Collected data
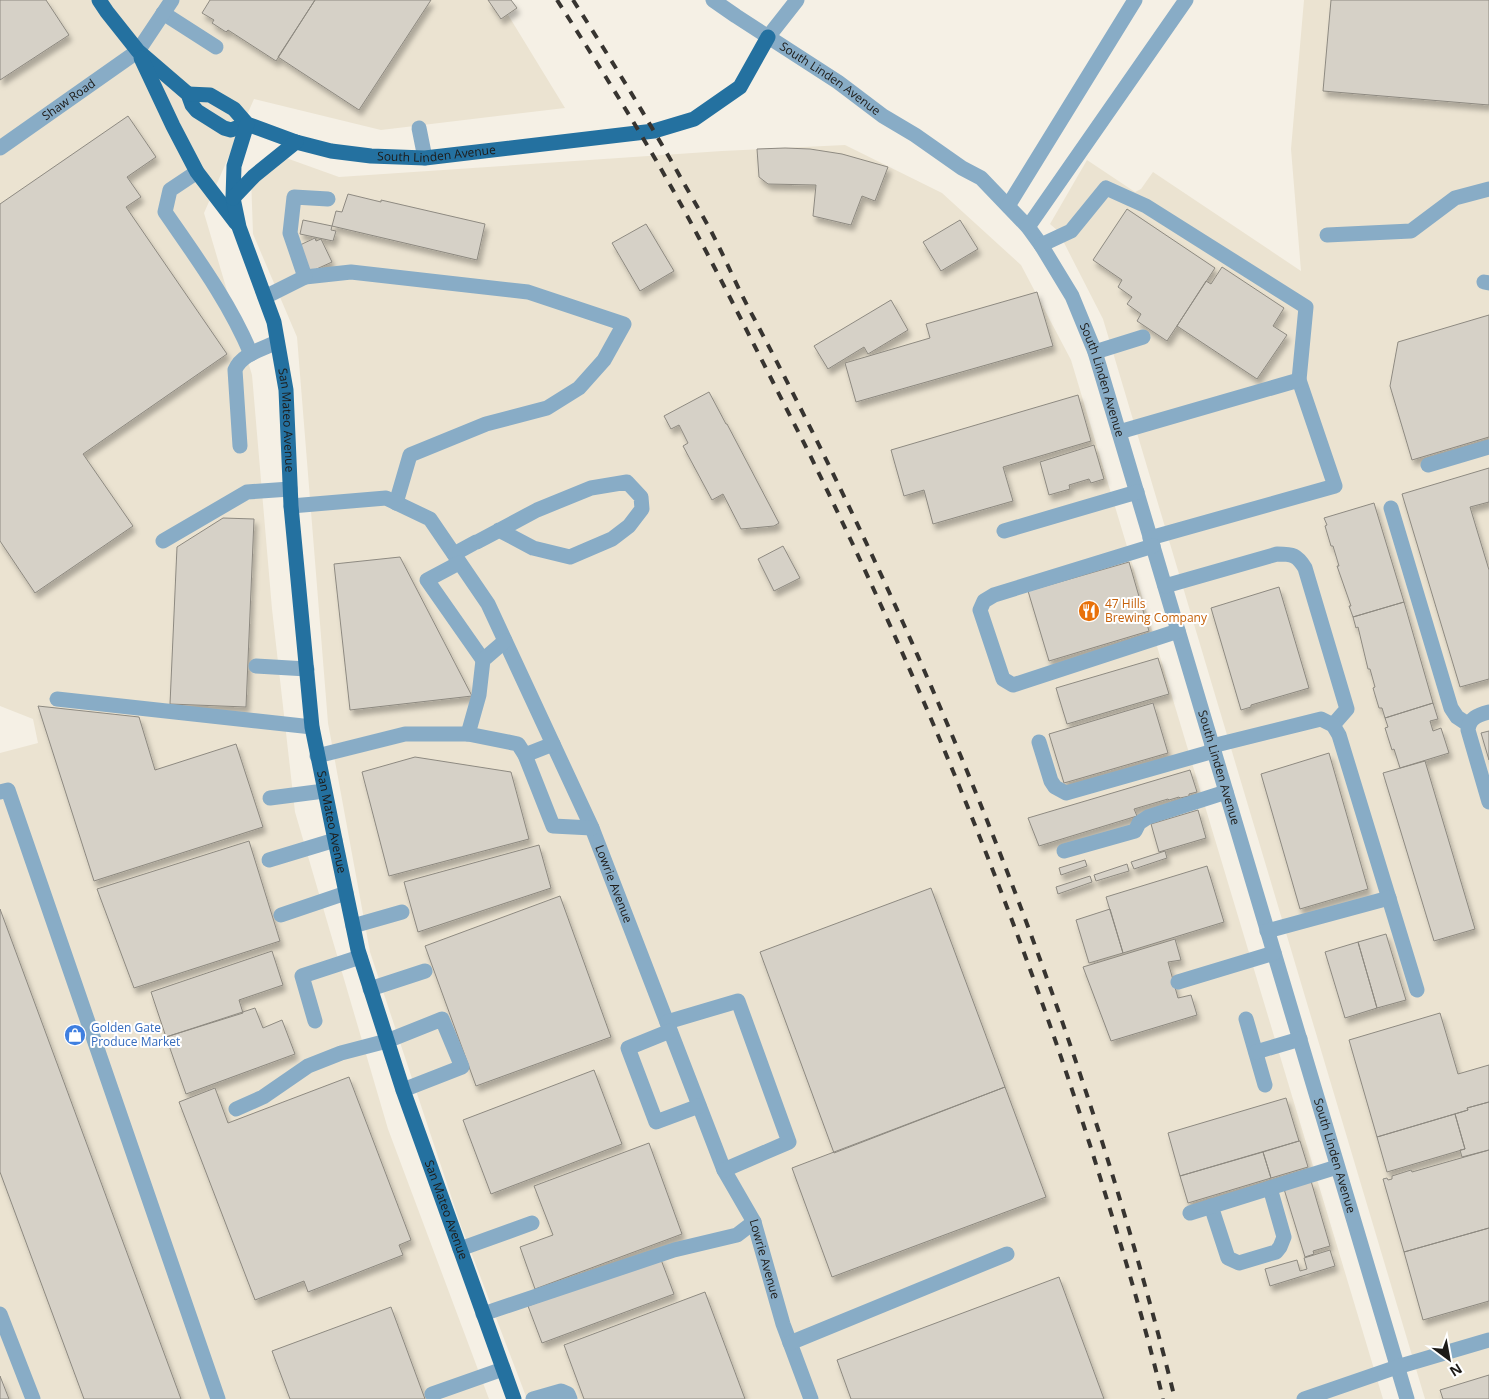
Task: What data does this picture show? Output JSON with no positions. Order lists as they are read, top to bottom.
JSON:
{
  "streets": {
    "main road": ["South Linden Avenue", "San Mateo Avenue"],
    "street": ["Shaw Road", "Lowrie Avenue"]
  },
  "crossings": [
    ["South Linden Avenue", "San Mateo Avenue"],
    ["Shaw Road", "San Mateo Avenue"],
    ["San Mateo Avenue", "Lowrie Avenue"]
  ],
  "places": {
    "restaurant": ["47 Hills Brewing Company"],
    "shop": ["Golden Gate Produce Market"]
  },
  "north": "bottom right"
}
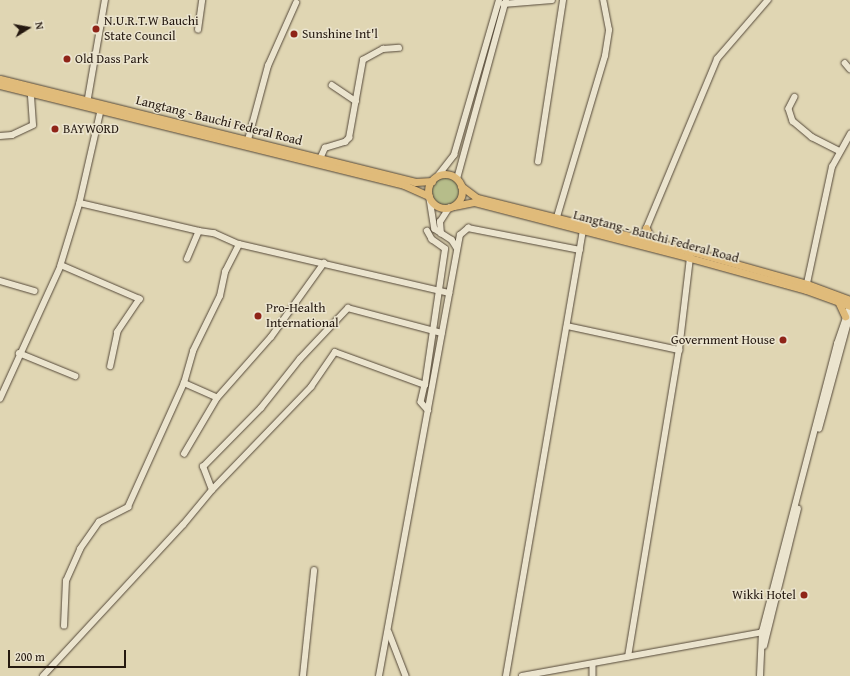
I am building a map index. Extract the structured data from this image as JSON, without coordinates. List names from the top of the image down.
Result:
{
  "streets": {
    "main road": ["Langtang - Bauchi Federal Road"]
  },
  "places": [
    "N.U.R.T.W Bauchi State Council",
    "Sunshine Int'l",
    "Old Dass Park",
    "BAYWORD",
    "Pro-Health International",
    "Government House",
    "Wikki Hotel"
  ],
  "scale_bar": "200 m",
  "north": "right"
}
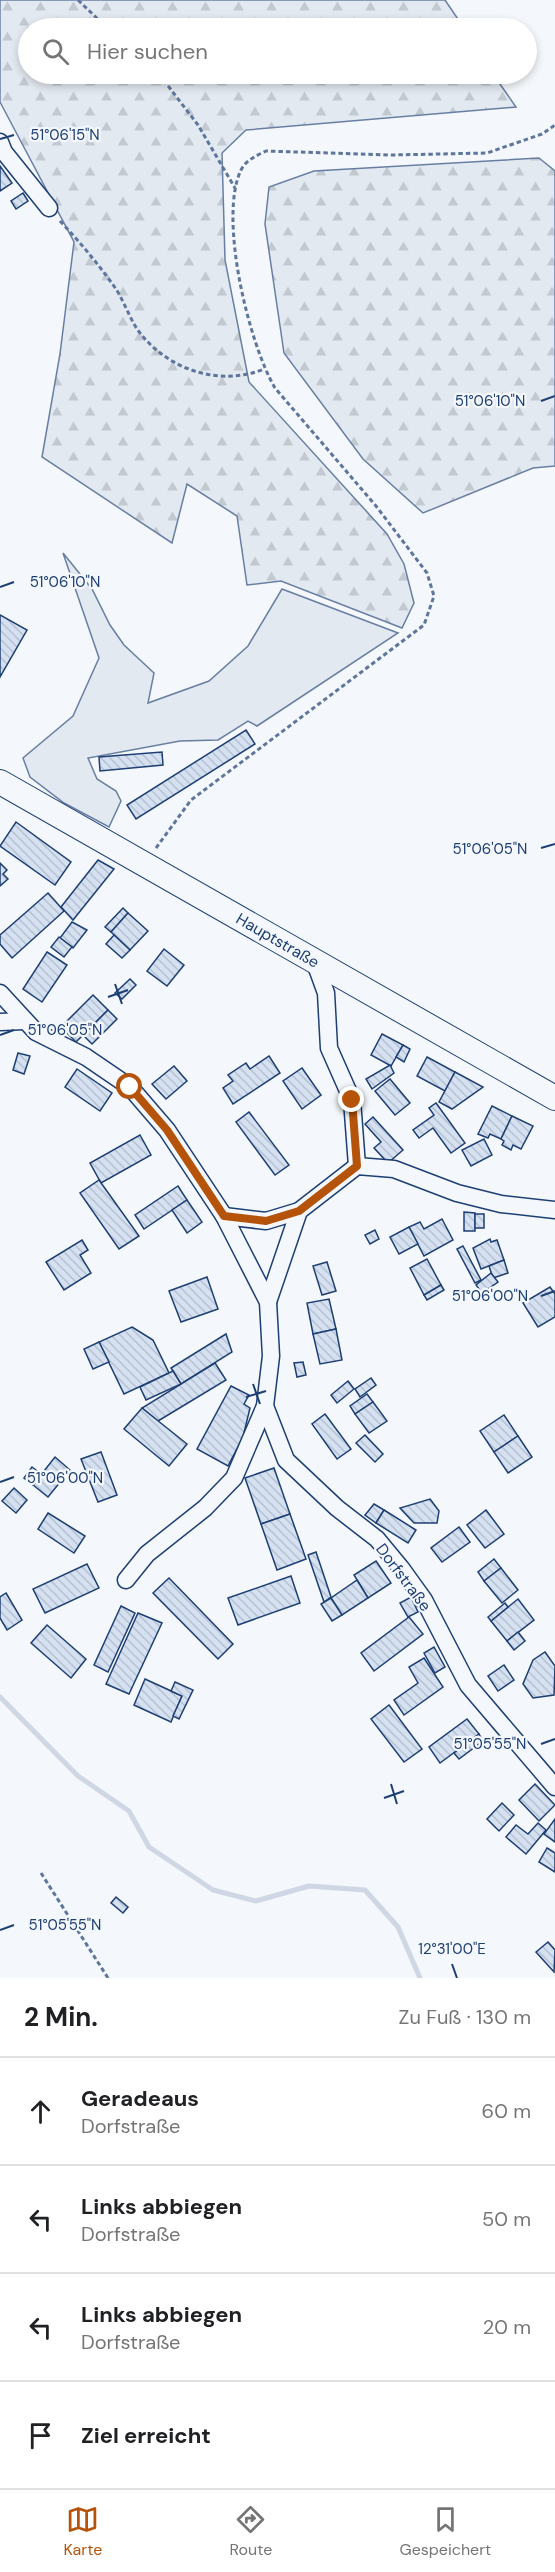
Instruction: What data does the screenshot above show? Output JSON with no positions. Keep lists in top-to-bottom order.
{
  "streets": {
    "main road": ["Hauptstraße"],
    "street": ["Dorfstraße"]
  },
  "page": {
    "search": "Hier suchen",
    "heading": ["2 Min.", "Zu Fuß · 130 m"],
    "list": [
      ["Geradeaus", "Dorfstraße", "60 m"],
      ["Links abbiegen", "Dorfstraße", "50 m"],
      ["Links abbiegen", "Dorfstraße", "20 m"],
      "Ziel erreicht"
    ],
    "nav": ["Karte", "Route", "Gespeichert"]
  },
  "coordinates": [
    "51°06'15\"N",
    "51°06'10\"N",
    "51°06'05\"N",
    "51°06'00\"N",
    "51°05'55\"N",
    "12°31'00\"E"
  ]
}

PROBLEM STATEMENT
Copy each line above that contains the string "this".

TASK RESULT
Task: What data does this picture show? Output JSON with no positions. Order lists as they are read, top to bottom.
I am building a map index. Extract the structured data from this image as JSON, without coordinates. List names from the top of the image down.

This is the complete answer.